__Provided records__.
++++++++++

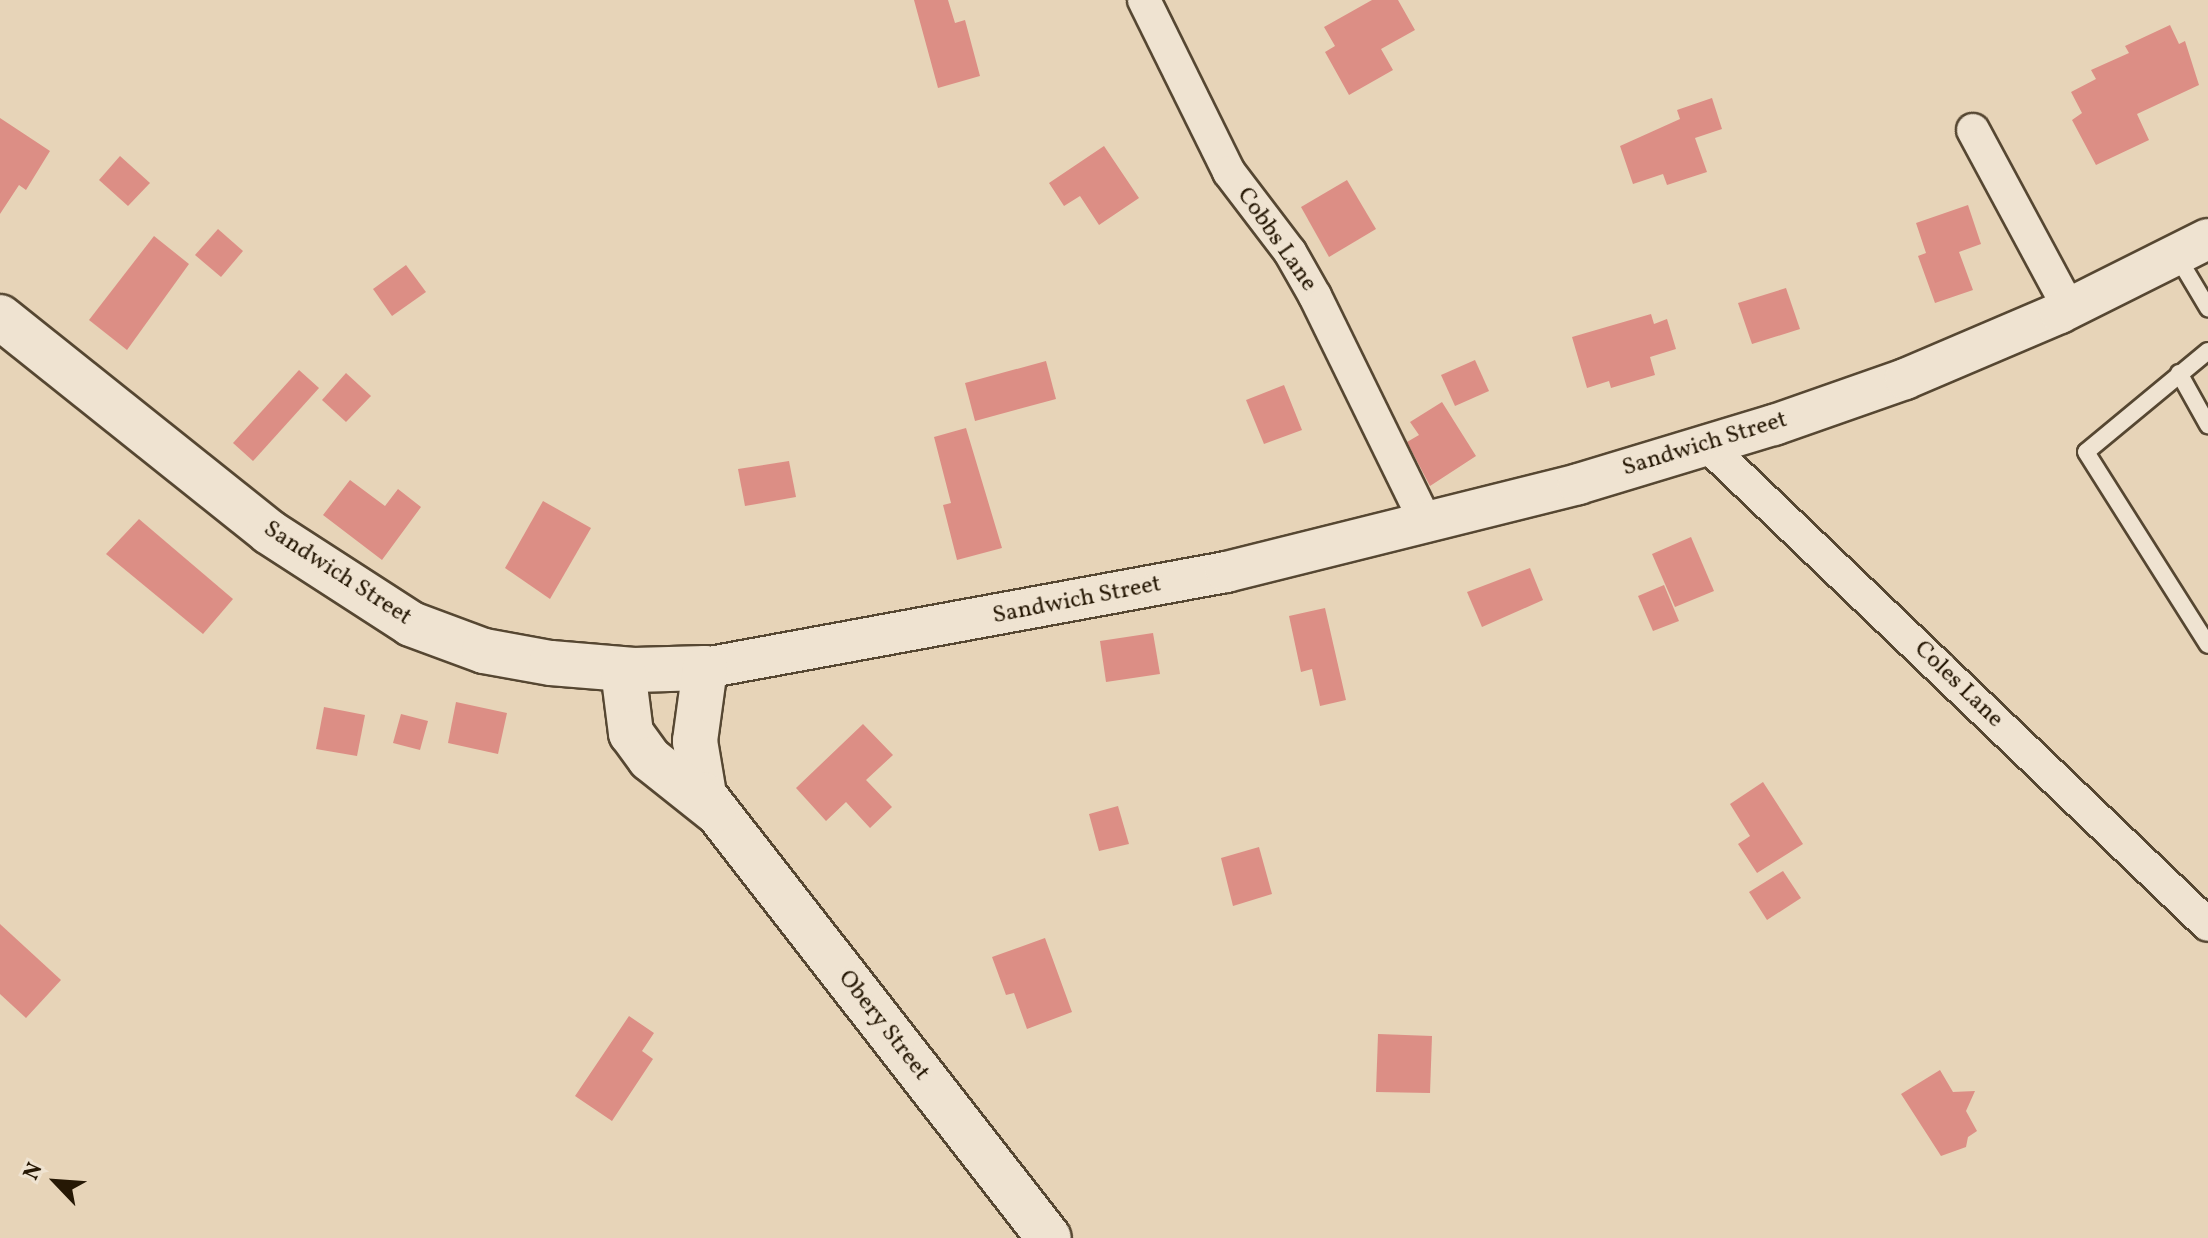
<!DOCTYPE html>
<html>
<head>
<meta charset="utf-8">
<style>
  body { margin:0 }
  #map { position:relative; width:2208px; height:1238px; overflow:hidden; background:#e7d4b8; font-family:Vollkorn,serif }
  div>[style] { position:absolute }
  .building>* { inset:0; background:#dc8e85 }
  .roads { filter:drop-shadow(2px 0 #564732) drop-shadow(-2px 0 #564732) drop-shadow(0 2px #564732) drop-shadow(0 -2px #564732) }
  .service>* { height:16px; margin:-8px; padding:0 8px; transform-origin:8px; border-radius:8px; background:#efe3d1 }
  .minor>* { height:32px; margin:-16px; padding:0 16px; transform-origin:16px; border-radius:16px; background:#efe3d1 }
  .tertiary>* { height:40px; margin:-20px; padding:0 20px; transform-origin:20px; border-radius:20px; background:#efe3d1 }
  .secondary>* { height:44px; margin:-22px; padding:0 22px; transform-origin:22px; border-radius:22px; background:#efe3d1 }
  span { translate:-50% -50%; white-space:nowrap; text-align:center; line-height:1.15; -webkit-text-stroke:8px #efe3d1; paint-order:stroke }
  .street-label { font-size:24px; color:#261805 }
  .north { position:absolute; left:16px; top:1142px; width:80px; height:80px; -webkit-text-stroke:6px #efe3d1; paint-order:stroke; rotate:295deg; font-size:22px; font-weight:700; line-height:32px; text-align:center; color:#261805 }
  .north::after { content:''; display:block; margin:auto; width:28px; height:36px; background:#261805; clip-path:polygon(50% 0,100% 100%,50% 72%,0 100%) }
</style>
</head>
<body>
<div id="map">
  <div class="building">
    <i style="clip-path:polygon(914px 0,948px 0,955px 23px,965px 20px,980px 76px,938px 88px)"></i>
    <i style="clip-path:polygon(1372px 0,1398px 0,1415px 30px,1381px 49px,1393px 70px,1349px 95px,1325px 52px,1335px 46px,1324px 27px)"></i>
    <i style="clip-path:polygon(2170px 25px,2179px 44px,2185px 41px,2199px 85px,2137px 114px,2149px 140px,2096px 165px,2072px 120px,2082px 113px,2071px 92px,2096px 79px,2091px 70px,2129px 53px,2125px 46px)"></i>
    <i style="clip-path:polygon(1712px 98px,1722px 129px,1695px 138px,1707px 172px,1667px 185px,1663px 174px,1633px 184px,1620px 146px,1680px 119px,1677px 110px)"></i>
    <i style="clip-path:polygon(0 118px,50px 151px,26px 190px,19px 185px,0 214px)"></i>
    <i style="clip-path:polygon(1104px 146px,1139px 198px,1099px 225px,1080px 196px,1064px 206px,1049px 183px)"></i>
    <i style="clip-path:polygon(120px 156px,150px 183px,128px 206px,99px 180px)"></i>
    <i style="clip-path:polygon(1347px 180px,1376px 229px,1329px 257px,1301px 207px)"></i>
    <i style="clip-path:polygon(1968px 205px,1981px 244px,1959px 252px,1973px 290px,1935px 303px,1918px 256px,1926px 253px,1916px 223px)"></i>
    <i style="clip-path:polygon(218px 229px,243px 251px,221px 277px,195px 255px)"></i>
    <i style="clip-path:polygon(154px 236px,189px 264px,127px 350px,89px 320px)"></i>
    <i style="clip-path:polygon(406px 265px,426px 292px,392px 316px,373px 289px)"></i>
    <i style="clip-path:polygon(1786px 288px,1800px 329px,1752px 344px,1738px 303px)"></i>
    <i style="clip-path:polygon(1651px 314px,1654px 324px,1667px 319px,1676px 349px,1650px 357px,1655px 375px,1611px 388px,1609px 381px,1587px 388px,1572px 337px)"></i>
    <i style="clip-path:polygon(1475px 360px,1489px 391px,1455px 406px,1441px 375px)"></i>
    <i style="clip-path:polygon(1046px 361px,1056px 399px,975px 421px,965px 383px)"></i>
    <i style="clip-path:polygon(299px 370px,319px 388px,253px 461px,233px 443px)"></i>
    <i style="clip-path:polygon(346px 373px,371px 396px,346px 422px,322px 400px)"></i>
    <i style="clip-path:polygon(1284px 385px,1302px 430px,1264px 444px,1246px 400px)"></i>
    <i style="clip-path:polygon(1442px 402px,1476px 456px,1430px 486px,1407px 442px,1419px 435px,1410px 422px)"></i>
    <i style="clip-path:polygon(966px 428px,1002px 548px,957px 560px,943px 505px,951px 503px,934px 437px)"></i>
    <i style="clip-path:polygon(789px 461px,796px 497px,745px 506px,738px 469px)"></i>
    <i style="clip-path:polygon(350px 480px,385px 506px,398px 489px,421px 507px,382px 560px,323px 515px)"></i>
    <i style="clip-path:polygon(543px 501px,591px 528px,550px 599px,505px 568px)"></i>
    <i style="clip-path:polygon(139px 519px,233px 599px,203px 634px,106px 554px)"></i>
    <i style="clip-path:polygon(1691px 537px,1714px 591px,1675px 607px,1652px 554px)"></i>
    <i style="clip-path:polygon(1530px 568px,1543px 600px,1482px 627px,1467px 592px)"></i>
    <i style="clip-path:polygon(1664px 585px,1679px 621px,1653px 631px,1638px 596px)"></i>
    <i style="clip-path:polygon(1325px 608px,1346px 700px,1320px 706px,1312px 669px,1301px 672px,1289px 616px)"></i>
    <i style="clip-path:polygon(1153px 633px,1160px 674px,1106px 682px,1100px 641px)"></i>
    <i style="clip-path:polygon(456px 702px,507px 713px,498px 754px,448px 743px)"></i>
    <i style="clip-path:polygon(324px 707px,365px 715px,357px 756px,316px 749px)"></i>
    <i style="clip-path:polygon(401px 714px,428px 721px,420px 750px,393px 743px)"></i>
    <i style="clip-path:polygon(863px 724px,893px 755px,866px 780px,892px 807px,870px 828px,846px 802px,826px 821px,796px 788px)"></i>
    <i style="clip-path:polygon(1763px 782px,1803px 844px,1757px 873px,1738px 844px,1750px 836px,1730px 804px)"></i>
    <i style="clip-path:polygon(1118px 806px,1129px 844px,1099px 851px,1089px 814px)"></i>
    <i style="clip-path:polygon(1259px 847px,1272px 894px,1233px 906px,1221px 858px)"></i>
    <i style="clip-path:polygon(1783px 871px,1801px 898px,1767px 920px,1749px 892px)"></i>
    <i style="clip-path:polygon(0 924px,61px 980px,26px 1018px,0 994px)"></i>
    <i style="clip-path:polygon(1045px 938px,1072px 1012px,1027px 1029px,1014px 993px,1006px 995px,992px 957px)"></i>
    <i style="clip-path:polygon(629px 1016px,654px 1033px,642px 1051px,653px 1059px,612px 1121px,575px 1096px)"></i>
    <i style="clip-path:polygon(1378px 1034px,1432px 1036px,1430px 1093px,1376px 1092px)"></i>
    <i style="clip-path:polygon(1940px 1070px,1953px 1092px,1975px 1091px,1966px 1111px,1977px 1131px,1968px 1137px,1966px 1147px,1941px 1156px,1901px 1094px)"></i>
  </div>
  <div class="roads">
    <div class="service">
      <i style="left:2177px;top:256px;width:61px;rotate:59.2deg"></i>
      <i style="left:2208px;top:351px;width:158px;rotate:140.4deg"></i>
      <i style="left:2086px;top:452px;width:228px;rotate:57.7deg"></i>
      <i style="left:2179px;top:373px;width:60px;rotate:60.9deg"></i>
    </div>
    <div class="minor">
      <i style="left:1144px;top:0;width:192px;rotate:63.7deg"></i>
      <i style="left:1229px;top:172px;width:101px;rotate:52.7deg"></i>
      <i style="left:1290px;top:252px;width:51px;rotate:60.4deg"></i>
      <i style="left:1315px;top:296px;width:255px;rotate:63.9deg"></i>
      <i style="left:1973px;top:130px;width:202px;rotate:61.7deg"></i>
      <i style="left:1708px;top:446px;width:692px;rotate:43.77deg"></i>
    </div>
    <div class="tertiary">
      <i style="left:705px;top:668px;width:530px;rotate:-10.44deg"></i>
      <i style="left:1226px;top:572px;width:363px;rotate:-14deg"></i>
      <i style="left:1578px;top:484px;width:205px;rotate:-16.8deg"></i>
      <i style="left:1774px;top:425px;width:139px;rotate:-19.3deg"></i>
      <i style="left:1905px;top:379px;width:168px;rotate:-23.1deg"></i>
      <i style="left:2060px;top:313px;width:165px;rotate:-26.6deg"></i>
    </div>
    <div class="secondary">
      <i style="left:0;top:317px;width:344px;rotate:38.6deg"></i>
      <i style="left:269px;top:532px;width:169px;rotate:32.9deg"></i>
      <i style="left:411px;top:624px;width:78px;rotate:20.3deg"></i>
      <i style="left:484px;top:651px;width:68px;rotate:10.2deg"></i>
      <i style="left:551px;top:663px;width:83px;rotate:4.8deg"></i>
      <i style="left:634px;top:670px;width:71px;rotate:-1.6deg"></i>
      <i style="left:705px;top:668px;width:74px;rotate:97.8deg"></i>
      <i style="left:695px;top:741px;width:55px;rotate:80.5deg"></i>
      <i style="left:704px;top:795px;width:561px;rotate:52.09deg"></i>
      <i style="left:623px;top:670px;width:64px;rotate:82.8deg"></i>
      <i style="left:631px;top:733px;width:32px;rotate:54deg"></i>
      <i style="left:650px;top:759px;width:82px;rotate:38.6deg"></i>
    </div>
  </div>
  <div class="street-label">
    <span style="left:1276px;top:240px;rotate:55deg">Cobbs Lane</span>
    <span style="left:1705px;top:445px;rotate:-17deg">Sandwich Street</span>
    <span style="left:337px;top:574px;rotate:33deg">Sandwich Street</span>
    <span style="left:1077px;top:601px;rotate:-11deg">Sandwich Street</span>
    <span style="left:1958px;top:685px;rotate:44deg">Coles Lane</span>
    <span style="left:883px;top:1026px;rotate:52deg">Obery Street</span>
  </div>
  <div class="north">N</div>
</div>
</body>
</html>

++++++++++

Return each line of the material above that holds the string "roads".

  .roads { filter:drop-shadow(2px 0 #564732) drop-shadow(-2px 0 #564732) drop-shadow(0 2px #564732) drop-shadow(0 -2px #564732) }
  <div class="roads">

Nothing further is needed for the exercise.